### Records from a data collection
========

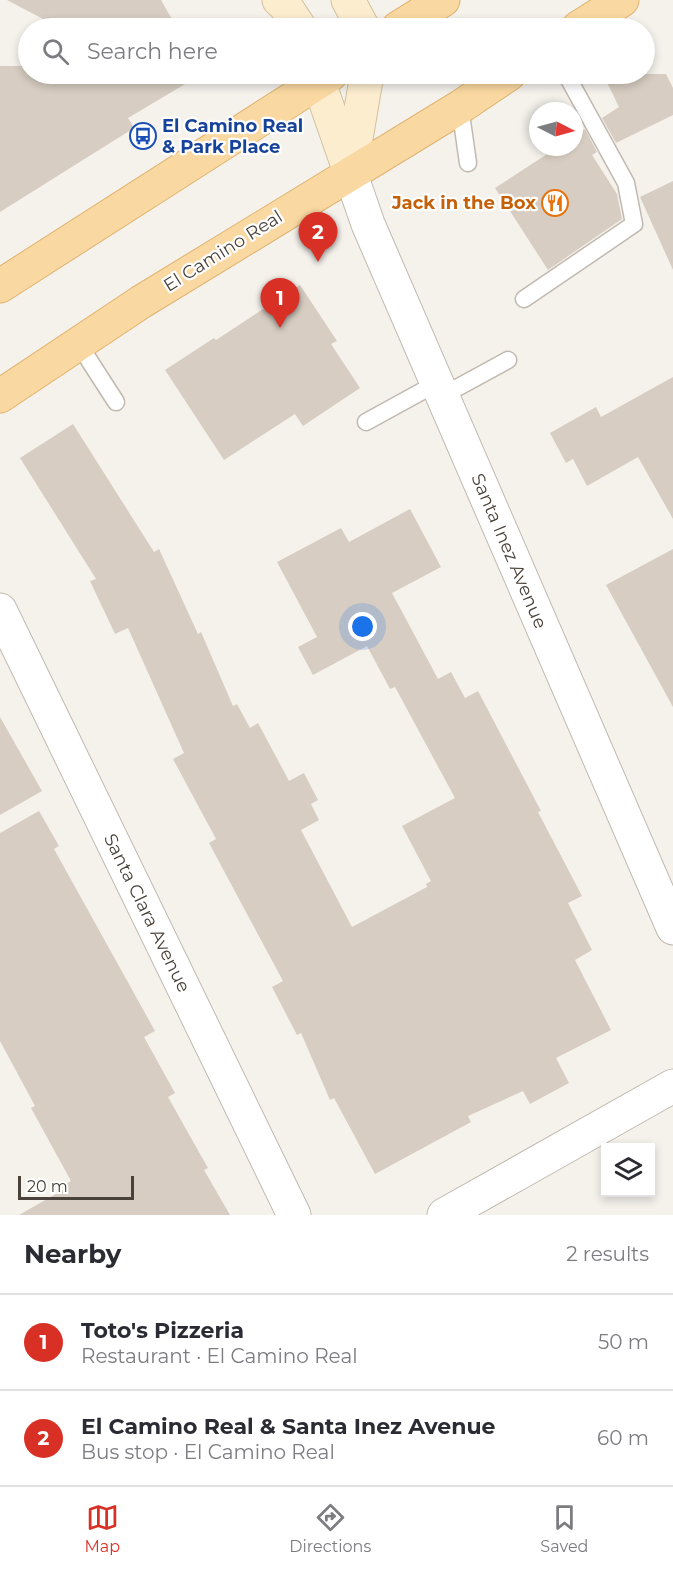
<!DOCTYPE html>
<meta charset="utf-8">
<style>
body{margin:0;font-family:Montserrat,sans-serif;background:#f2f2f3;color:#2b2b33}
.controls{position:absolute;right:18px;bottom:18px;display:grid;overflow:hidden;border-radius:0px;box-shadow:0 3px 9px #0003}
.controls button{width:54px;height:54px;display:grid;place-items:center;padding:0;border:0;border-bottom:2px solid #e1e1e2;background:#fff;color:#2b2b33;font:30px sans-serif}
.compass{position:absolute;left:529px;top:102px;width:54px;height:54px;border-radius:50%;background:#fff;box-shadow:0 3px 9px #0003;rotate:96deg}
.scale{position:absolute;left:18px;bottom:15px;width:116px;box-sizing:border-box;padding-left:6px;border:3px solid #4a423a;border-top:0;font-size:16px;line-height:21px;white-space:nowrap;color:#4a423a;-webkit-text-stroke:4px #fff;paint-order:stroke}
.you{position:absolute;left:363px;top:627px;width:21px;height:21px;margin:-15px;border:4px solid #fff;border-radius:50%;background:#1a73e8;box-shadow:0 0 0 9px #1a73e833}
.badge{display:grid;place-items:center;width:39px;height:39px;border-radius:50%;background:#d93025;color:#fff;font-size:20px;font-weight:700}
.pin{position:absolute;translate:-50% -50px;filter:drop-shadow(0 2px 3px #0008)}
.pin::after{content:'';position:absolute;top:32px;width:21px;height:18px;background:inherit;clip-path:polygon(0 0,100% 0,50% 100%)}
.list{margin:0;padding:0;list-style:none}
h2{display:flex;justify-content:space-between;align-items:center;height:78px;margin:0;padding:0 24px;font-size:26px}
h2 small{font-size:20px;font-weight:400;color:#7c7c81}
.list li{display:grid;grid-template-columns:39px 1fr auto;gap:18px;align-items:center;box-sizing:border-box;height:96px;padding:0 24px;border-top:2px solid #e1e1e2}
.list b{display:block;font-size:22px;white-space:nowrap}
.list p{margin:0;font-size:20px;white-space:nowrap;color:#7c7c81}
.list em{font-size:20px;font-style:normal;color:#7c7c81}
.icon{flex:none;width:33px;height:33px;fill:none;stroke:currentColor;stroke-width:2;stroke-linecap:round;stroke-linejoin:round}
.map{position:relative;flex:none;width:673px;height:1215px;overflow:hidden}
.search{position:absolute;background:#fff;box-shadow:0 3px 9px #0003;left:18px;right:18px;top:18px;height:66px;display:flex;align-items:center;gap:15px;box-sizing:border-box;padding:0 21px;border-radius:33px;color:#7c7c81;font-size:22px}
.sheet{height:270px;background:#fff}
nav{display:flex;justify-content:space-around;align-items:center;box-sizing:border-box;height:84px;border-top:2px solid #e1e1e2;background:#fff;font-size:16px;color:#7c7c81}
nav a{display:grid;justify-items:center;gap:3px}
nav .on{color:#d93025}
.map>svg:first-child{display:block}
</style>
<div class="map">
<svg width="673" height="1215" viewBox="0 0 673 1215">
<rect width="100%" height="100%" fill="#f5f2ec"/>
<!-- building -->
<g fill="#d7cdc2">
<polygon points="7,0 161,0 177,28 60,28"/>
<polygon points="0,66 28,66 28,74 202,74 128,118 134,128 0,212"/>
<polygon points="603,74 666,74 673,88 673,115 616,143 602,118 619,107"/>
<polygon points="585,129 597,152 592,155 617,194 622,219 548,270 495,188 558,147 574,147 574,136"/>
<polygon points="673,181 673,270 640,197"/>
<polygon points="300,285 337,341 331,344 360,388 303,426 295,414 224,460 165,370 214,338 216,340"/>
<polygon points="673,377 673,519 638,457 587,486 573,459 566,463 550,433 596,407 601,417"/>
<polygon points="73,424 154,552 159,549 198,634 201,632 233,706 237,704 250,728 258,723 289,781 304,773 318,800 311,804 319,820 301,830 352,927 427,887 426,884 431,881 402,826 455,798 395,687 390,689 367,646 313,675 298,647 317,637 277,562 341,528 349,542 410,509 441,567 392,593 438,679 451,672 465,698 478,691 541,811 538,812 582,896 568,903 592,950 575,960 611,1030 556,1058 569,1083 530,1104 523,1091 468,1116 471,1122 375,1174 334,1098 330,1100 301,1033 297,1035 272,987 283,981 209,843 216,839 173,759 184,753 128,628 115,634 90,581 96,579 20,458"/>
<polygon points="673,549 673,707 606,585"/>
<polygon points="0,717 42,791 0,815"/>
<polygon points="39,811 59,846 54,849 155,1031 144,1037 175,1093 168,1097 208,1168 204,1170 230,1215 19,1215 68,1187 66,1184 71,1181 31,1108 35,1106 0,1041 0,833"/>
</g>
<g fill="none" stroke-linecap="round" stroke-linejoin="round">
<defs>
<g id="lane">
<polyline points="460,107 468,163"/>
<polyline points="524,299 634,224 626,183 566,74"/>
<polyline points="78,343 116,402"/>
<polyline points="442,396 508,360"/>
<polyline points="366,422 437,383"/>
</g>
<g id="street">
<polyline points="350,172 368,224 673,928"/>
<polyline points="0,610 294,1215"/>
<polyline points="444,1215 673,1086"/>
</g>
<g id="secondary">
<polyline points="279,0 284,4 300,28"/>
<polyline points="348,0 363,28"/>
<polyline points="316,74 350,172"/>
<polyline points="351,168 367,74"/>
</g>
<g id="primary">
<polyline points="398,28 443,0"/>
<polyline points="578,28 622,0"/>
<polyline points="0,286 331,74"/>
<polyline points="0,396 141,302 460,107 509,74"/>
</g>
</defs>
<!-- lane casing -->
<use href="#lane" stroke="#c1b9af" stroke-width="19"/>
<!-- street casing -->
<use href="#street" stroke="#c1b9af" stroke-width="35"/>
<!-- secondary casing -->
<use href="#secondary" stroke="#d3c09e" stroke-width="35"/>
<!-- primary casing -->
<use href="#primary" stroke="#dfb371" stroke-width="35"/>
<!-- lane -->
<use href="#lane" stroke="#fff" stroke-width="16"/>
<!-- street -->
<use href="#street" stroke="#fff" stroke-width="33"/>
<!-- secondary -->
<use href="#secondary" stroke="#fcedcf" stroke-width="33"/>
<!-- primary -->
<use href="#primary" stroke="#fad8a1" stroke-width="33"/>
</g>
<!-- icons -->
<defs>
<symbol id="bus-ring" viewBox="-11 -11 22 22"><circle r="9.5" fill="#fff" stroke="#1a4fb4" stroke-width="1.5"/><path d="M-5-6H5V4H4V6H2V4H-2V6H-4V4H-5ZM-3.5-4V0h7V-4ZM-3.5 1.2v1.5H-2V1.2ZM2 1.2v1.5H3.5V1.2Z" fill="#1a4fb4"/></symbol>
<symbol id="restaurant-ring" viewBox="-11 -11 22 22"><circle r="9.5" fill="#fff" stroke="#e8710a" stroke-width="1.5"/><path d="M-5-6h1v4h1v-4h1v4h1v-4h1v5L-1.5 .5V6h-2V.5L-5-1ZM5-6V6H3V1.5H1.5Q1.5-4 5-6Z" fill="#e8710a"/></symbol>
</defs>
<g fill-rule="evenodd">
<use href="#bus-ring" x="128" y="121" width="30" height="30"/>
<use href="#restaurant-ring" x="540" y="188" width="30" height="30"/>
</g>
<g text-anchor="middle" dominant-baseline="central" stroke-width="4.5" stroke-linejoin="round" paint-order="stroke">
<!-- transit labels -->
<g font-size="18" font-weight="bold" fill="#164399" stroke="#fff" text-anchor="start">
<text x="162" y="126">El Camino Real<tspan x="162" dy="21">&amp; Park Place</tspan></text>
</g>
<!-- food labels -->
<g font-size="18" font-weight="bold" fill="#c56008" stroke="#fff" text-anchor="end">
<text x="536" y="203">Jack in the Box</text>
</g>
<!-- street labels -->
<g font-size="18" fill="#4a423a" stroke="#fff">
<text transform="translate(223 251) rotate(-32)">El Camino Real</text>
<text transform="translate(509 551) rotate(67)">Santa Inez Avenue</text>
<text transform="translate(147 913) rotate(64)">Santa Clara Avenue</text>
</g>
</g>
</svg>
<div class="controls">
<button><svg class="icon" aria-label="layers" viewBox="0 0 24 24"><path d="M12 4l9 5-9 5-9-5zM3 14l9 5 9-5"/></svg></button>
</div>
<svg class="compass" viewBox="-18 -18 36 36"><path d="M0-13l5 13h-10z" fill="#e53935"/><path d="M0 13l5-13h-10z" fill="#7c7c81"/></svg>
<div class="scale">20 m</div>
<div class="you"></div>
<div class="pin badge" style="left:280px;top:328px">1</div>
<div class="pin badge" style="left:318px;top:262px">2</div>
<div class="search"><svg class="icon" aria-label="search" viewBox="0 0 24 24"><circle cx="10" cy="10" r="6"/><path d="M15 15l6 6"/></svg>Search here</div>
</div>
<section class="sheet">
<h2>Nearby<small>2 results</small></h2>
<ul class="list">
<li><span class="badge">1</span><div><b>Toto's Pizzeria</b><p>Restaurant · El Camino Real</p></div><em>50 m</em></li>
<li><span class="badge">2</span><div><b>El Camino Real &amp; Santa Inez Avenue</b><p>Bus stop · El Camino Real</p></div><em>60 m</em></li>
</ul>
</section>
<nav>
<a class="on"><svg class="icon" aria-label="map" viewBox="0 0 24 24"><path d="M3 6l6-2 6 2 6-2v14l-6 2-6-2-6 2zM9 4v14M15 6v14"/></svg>Map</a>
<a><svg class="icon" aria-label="directions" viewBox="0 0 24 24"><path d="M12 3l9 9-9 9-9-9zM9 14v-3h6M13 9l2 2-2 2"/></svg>Directions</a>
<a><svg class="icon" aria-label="saved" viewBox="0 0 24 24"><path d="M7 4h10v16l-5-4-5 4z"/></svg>Saved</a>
</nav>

========

### Work task
Pull each line containing "white" from the records.

### Response to the exercise
.scale{position:absolute;left:18px;bottom:15px;width:116px;box-sizing:border-box;padding-left:6px;border:3px solid #4a423a;border-top:0;font-size:16px;line-height:21px;white-space:nowrap;color:#4a423a;-webkit-text-stroke:4px #fff;paint-order:stroke}
.list b{display:block;font-size:22px;white-space:nowrap}
.list p{margin:0;font-size:20px;white-space:nowrap;color:#7c7c81}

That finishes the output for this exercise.